#### Exercise
Filter the material below so that only lines containing "page" remain.

#### Dataset content
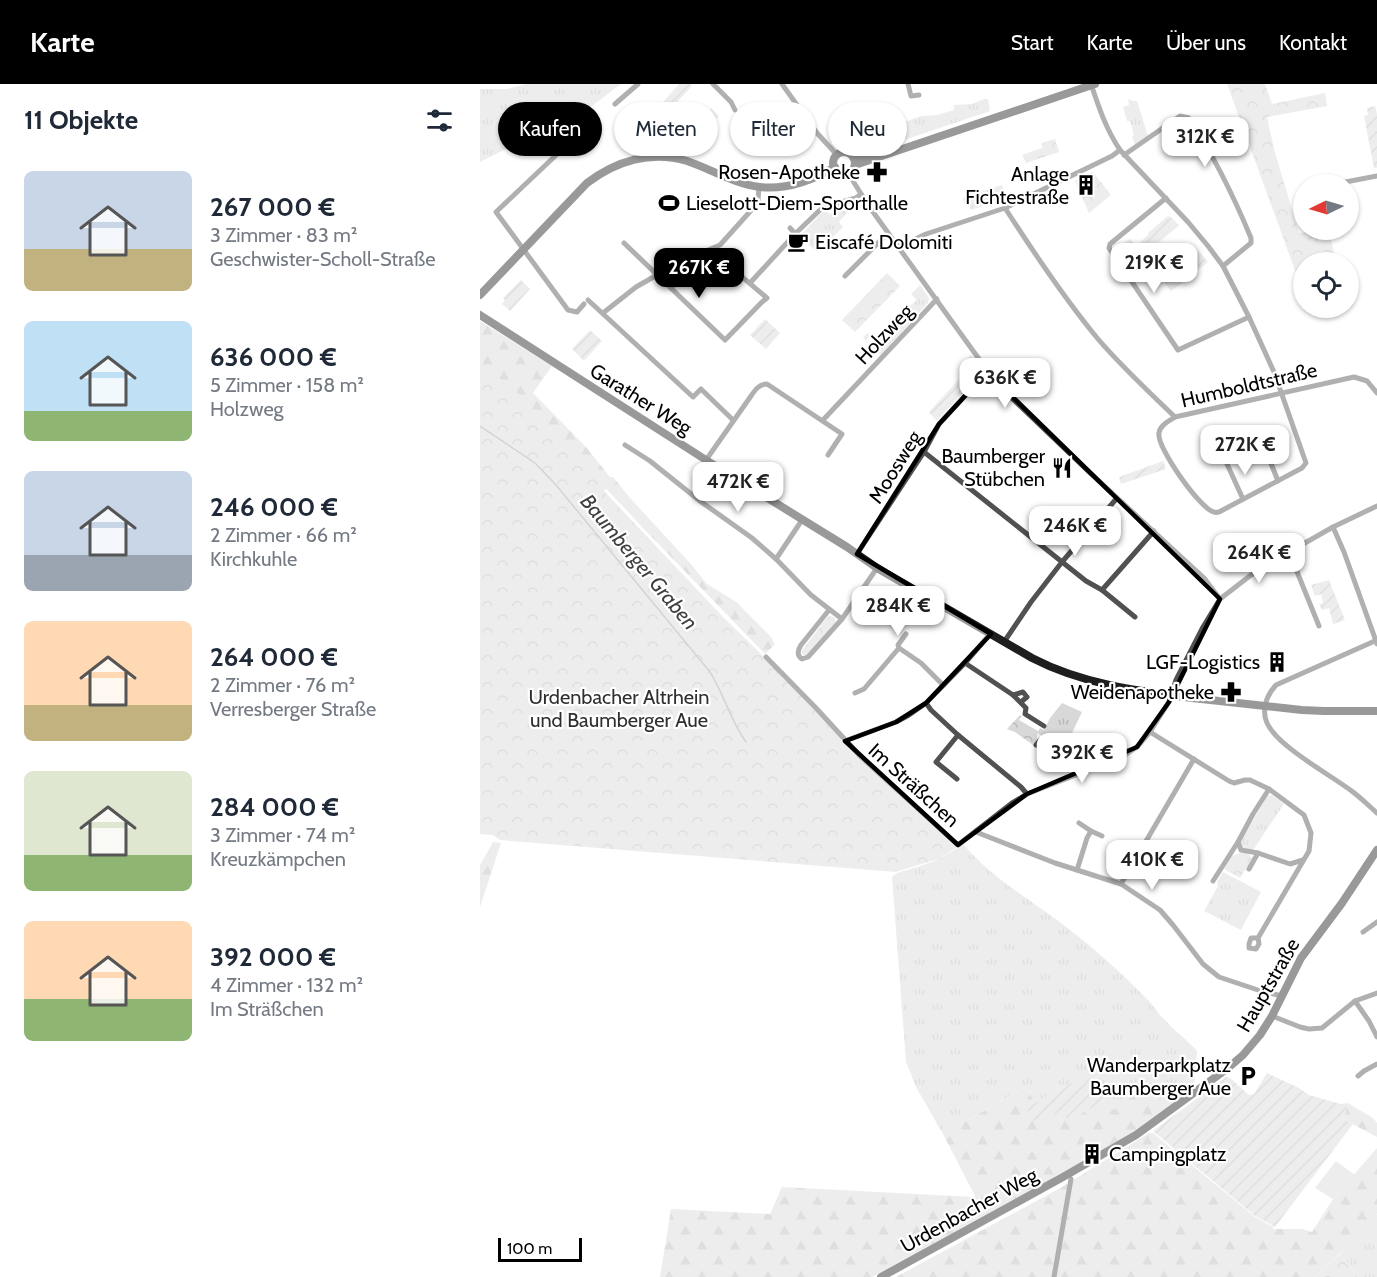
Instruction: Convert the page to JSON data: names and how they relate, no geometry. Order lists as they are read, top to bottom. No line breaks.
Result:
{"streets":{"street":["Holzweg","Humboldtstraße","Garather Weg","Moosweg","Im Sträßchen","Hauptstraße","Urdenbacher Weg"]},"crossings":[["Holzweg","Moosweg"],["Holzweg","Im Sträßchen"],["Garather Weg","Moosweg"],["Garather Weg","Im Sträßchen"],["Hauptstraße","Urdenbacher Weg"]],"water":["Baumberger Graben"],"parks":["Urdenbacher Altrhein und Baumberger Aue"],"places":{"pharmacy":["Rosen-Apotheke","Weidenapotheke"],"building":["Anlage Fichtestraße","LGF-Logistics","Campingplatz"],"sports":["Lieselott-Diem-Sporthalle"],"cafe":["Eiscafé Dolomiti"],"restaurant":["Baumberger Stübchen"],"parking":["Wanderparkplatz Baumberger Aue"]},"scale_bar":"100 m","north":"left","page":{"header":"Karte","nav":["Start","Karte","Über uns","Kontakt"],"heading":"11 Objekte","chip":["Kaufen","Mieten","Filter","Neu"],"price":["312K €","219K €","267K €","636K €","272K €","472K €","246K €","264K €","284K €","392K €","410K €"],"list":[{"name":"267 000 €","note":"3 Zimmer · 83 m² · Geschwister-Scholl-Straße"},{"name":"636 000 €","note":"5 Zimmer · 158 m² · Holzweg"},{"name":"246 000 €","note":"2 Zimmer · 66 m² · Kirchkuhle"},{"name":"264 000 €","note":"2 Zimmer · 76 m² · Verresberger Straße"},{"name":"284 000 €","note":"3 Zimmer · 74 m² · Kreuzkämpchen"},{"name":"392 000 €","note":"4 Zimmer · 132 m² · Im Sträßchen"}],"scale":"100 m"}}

#### Result of this task
Instruction: Convert the page to JSON data: names and how they relate, no geometry. Order lists as they are read, top to bottom. No line breaks.
{"streets":{"street":["Holzweg","Humboldtstraße","Garather Weg","Moosweg","Im Sträßchen","Hauptstraße","Urdenbacher Weg"]},"crossings":[["Holzweg","Moosweg"],["Holzweg","Im Sträßchen"],["Garather Weg","Moosweg"],["Garather Weg","Im Sträßchen"],["Hauptstraße","Urdenbacher Weg"]],"water":["Baumberger Graben"],"parks":["Urdenbacher Altrhein und Baumberger Aue"],"places":{"pharmacy":["Rosen-Apotheke","Weidenapotheke"],"building":["Anlage Fichtestraße","LGF-Logistics","Campingplatz"],"sports":["Lieselott-Diem-Sporthalle"],"cafe":["Eiscafé Dolomiti"],"restaurant":["Baumberger Stübchen"],"parking":["Wanderparkplatz Baumberger Aue"]},"scale_bar":"100 m","north":"left","page":{"header":"Karte","nav":["Start","Karte","Über uns","Kontakt"],"heading":"11 Objekte","chip":["Kaufen","Mieten","Filter","Neu"],"price":["312K €","219K €","267K €","636K €","272K €","472K €","246K €","264K €","284K €","392K €","410K €"],"list":[{"name":"267 000 €","note":"3 Zimmer · 83 m² · Geschwister-Scholl-Straße"},{"name":"636 000 €","note":"5 Zimmer · 158 m² · Holzweg"},{"name":"246 000 €","note":"2 Zimmer · 66 m² · Kirchkuhle"},{"name":"264 000 €","note":"2 Zimmer · 76 m² · Verresberger Straße"},{"name":"284 000 €","note":"3 Zimmer · 74 m² · Kreuzkämpchen"},{"name":"392 000 €","note":"4 Zimmer · 132 m² · Im Sträßchen"}],"scale":"100 m"}}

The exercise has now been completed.